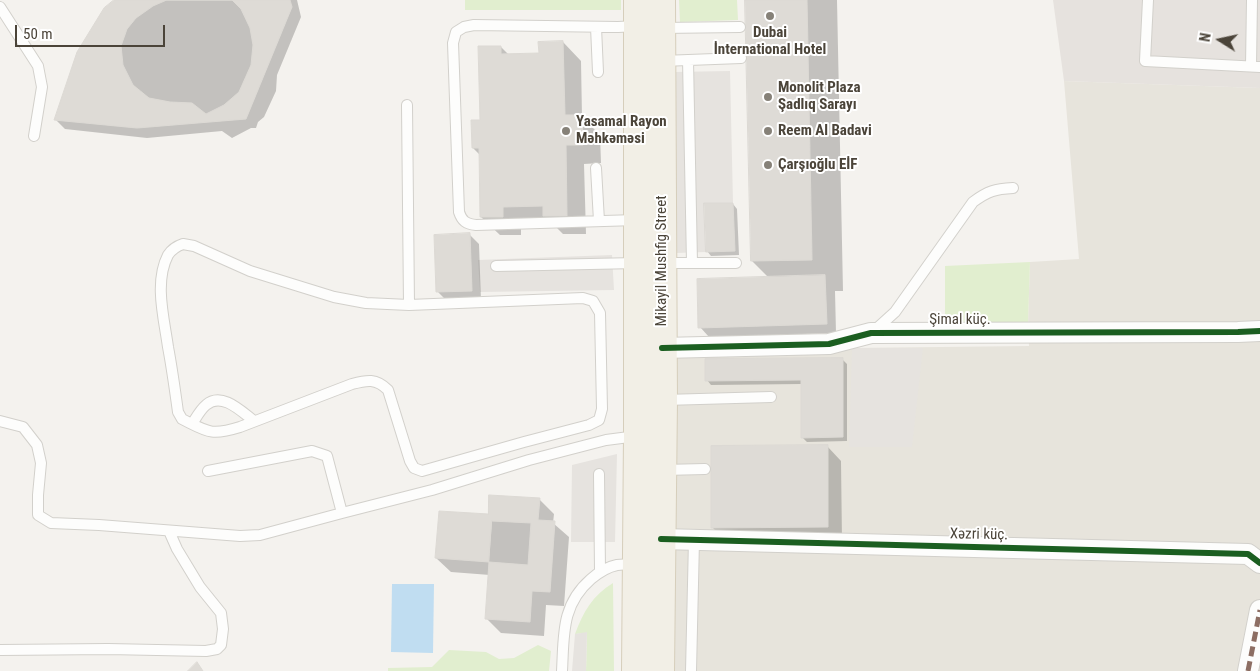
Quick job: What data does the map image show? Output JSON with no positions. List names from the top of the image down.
{
  "streets": {
    "main road": ["Mikayil Mushfig Street"],
    "street": ["Şimal küç.", "Xəzri küç."]
  },
  "crossings": [
    ["Mikayil Mushfig Street", "Şimal küç."],
    ["Mikayil Mushfig Street", "Xəzri küç."]
  ],
  "places": [
    "Dubai İnternational Hotel",
    "Monolit Plaza Şadlıq Sarayı",
    "Yasamal Rayon Məhkəməsi",
    "Reem Al Badavi",
    "Çarşıoğlu EİF"
  ],
  "scale_bar": "50 m",
  "north": "left"
}
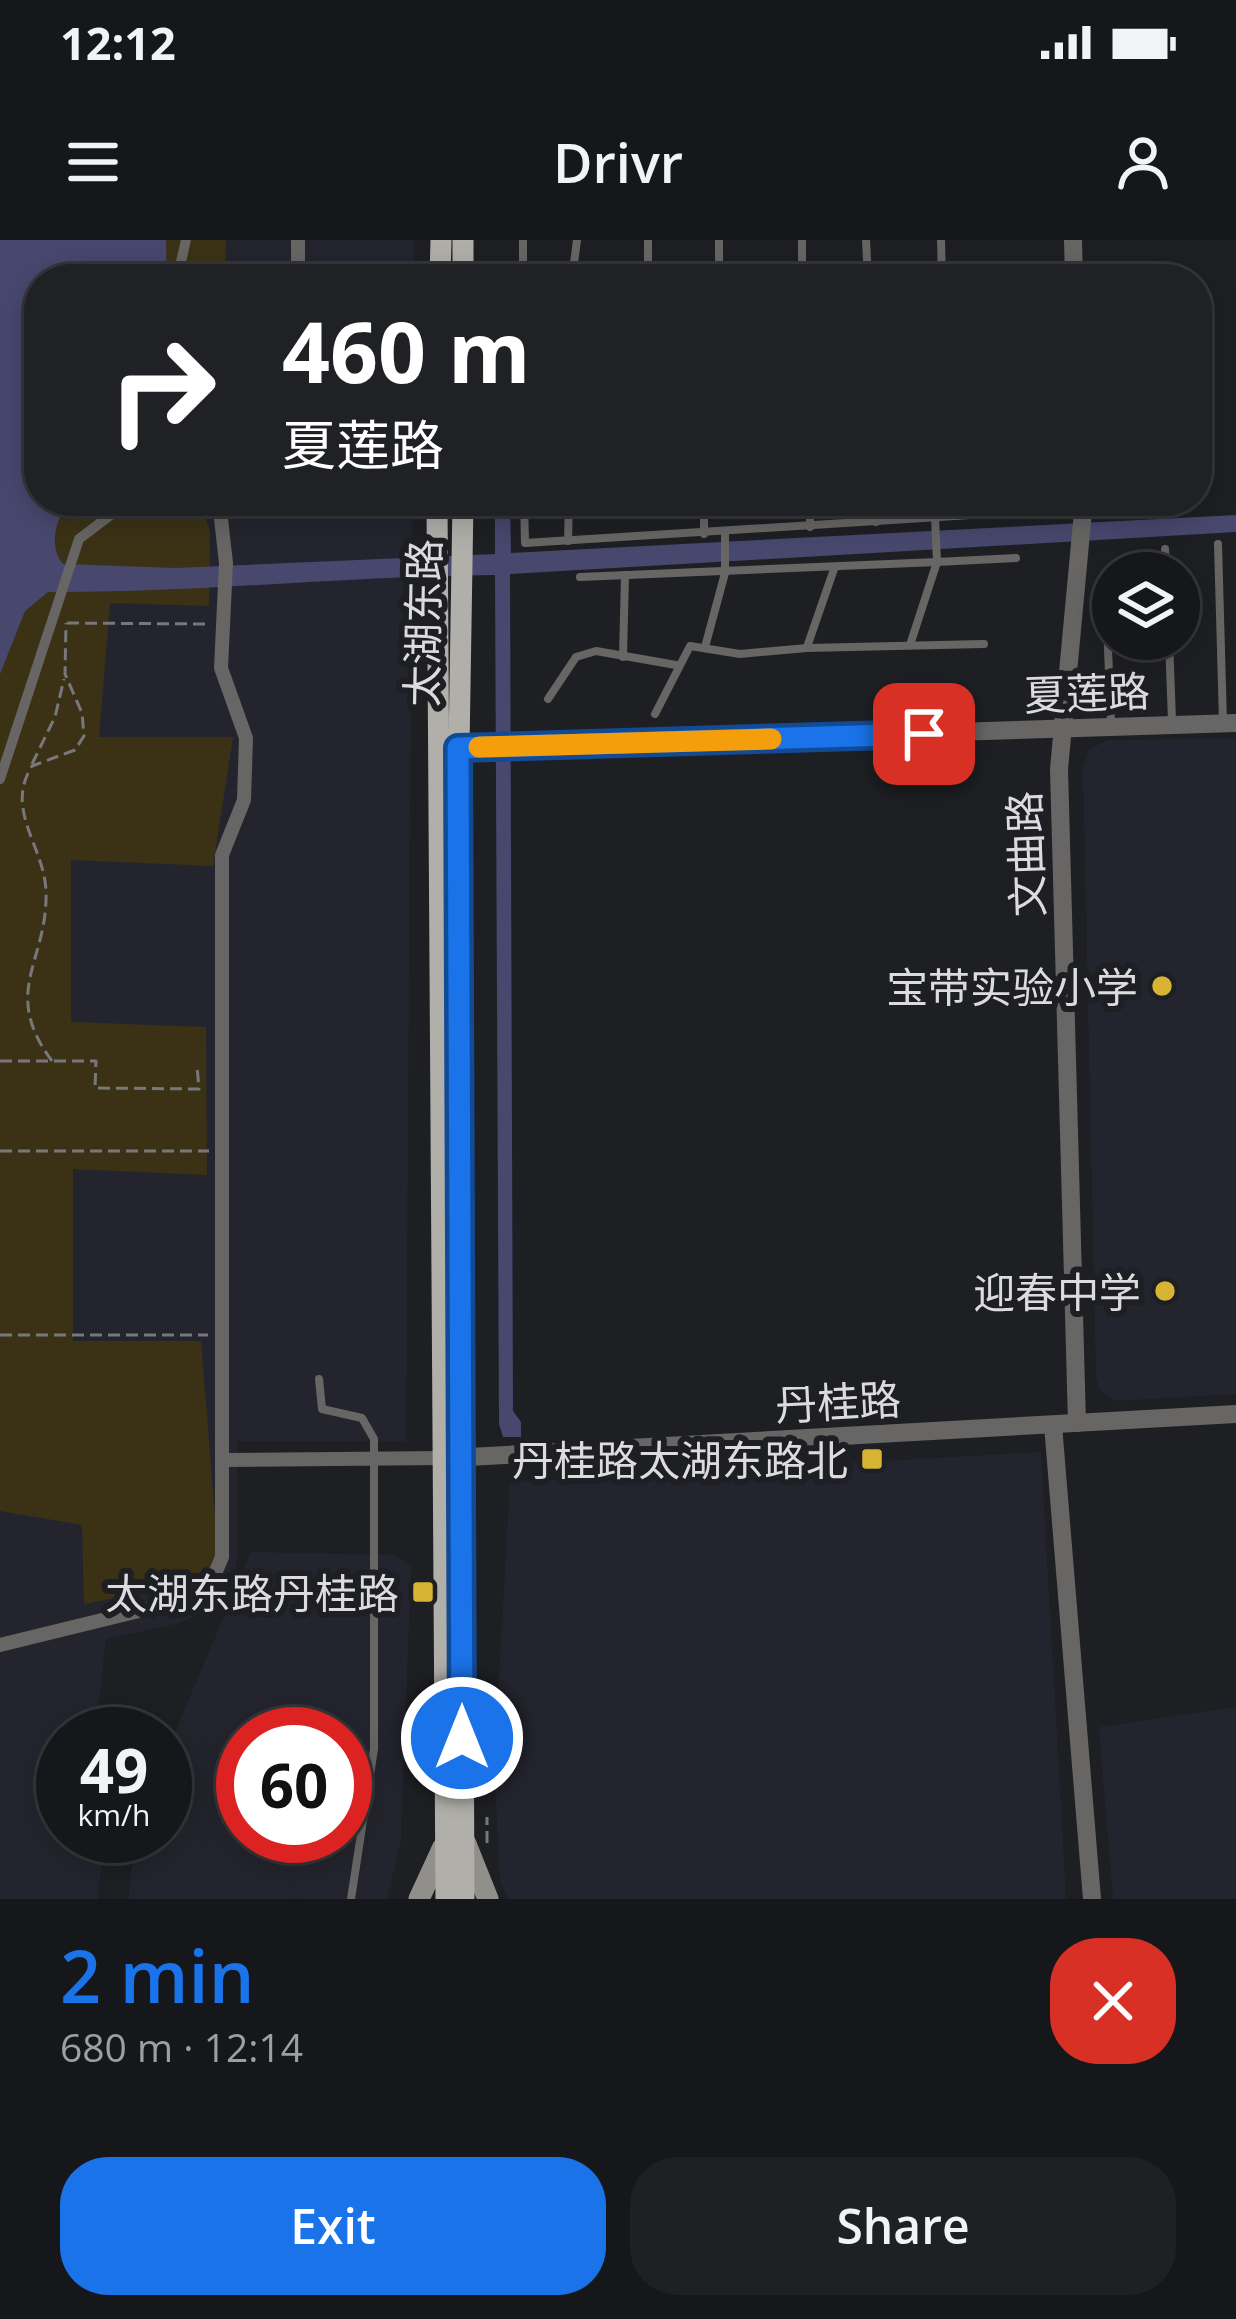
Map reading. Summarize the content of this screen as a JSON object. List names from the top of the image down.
{
  "streets": {
    "main road": ["太湖东路"],
    "street": ["夏莲路", "文曲路", "丹桂路"]
  },
  "crossings": [
    ["太湖东路", "夏莲路"],
    ["太湖东路", "丹桂路"],
    ["夏莲路", "文曲路"],
    ["文曲路", "丹桂路"]
  ],
  "places": {
    "other": ["宝带实验小学", "迎春中学"],
    "transit": ["丹桂路太湖东路北", "太湖东路丹桂路"]
  },
  "page": {
    "status": "12:12",
    "header": "Drivr",
    "turn": ["460 m", "夏莲路"],
    "speed": "49 km/h",
    "limit": "60",
    "heading": ["2 min", "680 m · 12:14"],
    "buttons": ["Exit", "Share"]
  }
}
--
**ACTIVITY**
Once you reach the line that holds "Map reading. Summarize", print it and every line after it through the end of the records, word for word.

**RESPONSE**
Map reading. Summarize the content of this screen as a JSON object. List names from the top of the image down.
{
  "streets": {
    "main road": ["太湖东路"],
    "street": ["夏莲路", "文曲路", "丹桂路"]
  },
  "crossings": [
    ["太湖东路", "夏莲路"],
    ["太湖东路", "丹桂路"],
    ["夏莲路", "文曲路"],
    ["文曲路", "丹桂路"]
  ],
  "places": {
    "other": ["宝带实验小学", "迎春中学"],
    "transit": ["丹桂路太湖东路北", "太湖东路丹桂路"]
  },
  "page": {
    "status": "12:12",
    "header": "Drivr",
    "turn": ["460 m", "夏莲路"],
    "speed": "49 km/h",
    "limit": "60",
    "heading": ["2 min", "680 m · 12:14"],
    "buttons": ["Exit", "Share"]
  }
}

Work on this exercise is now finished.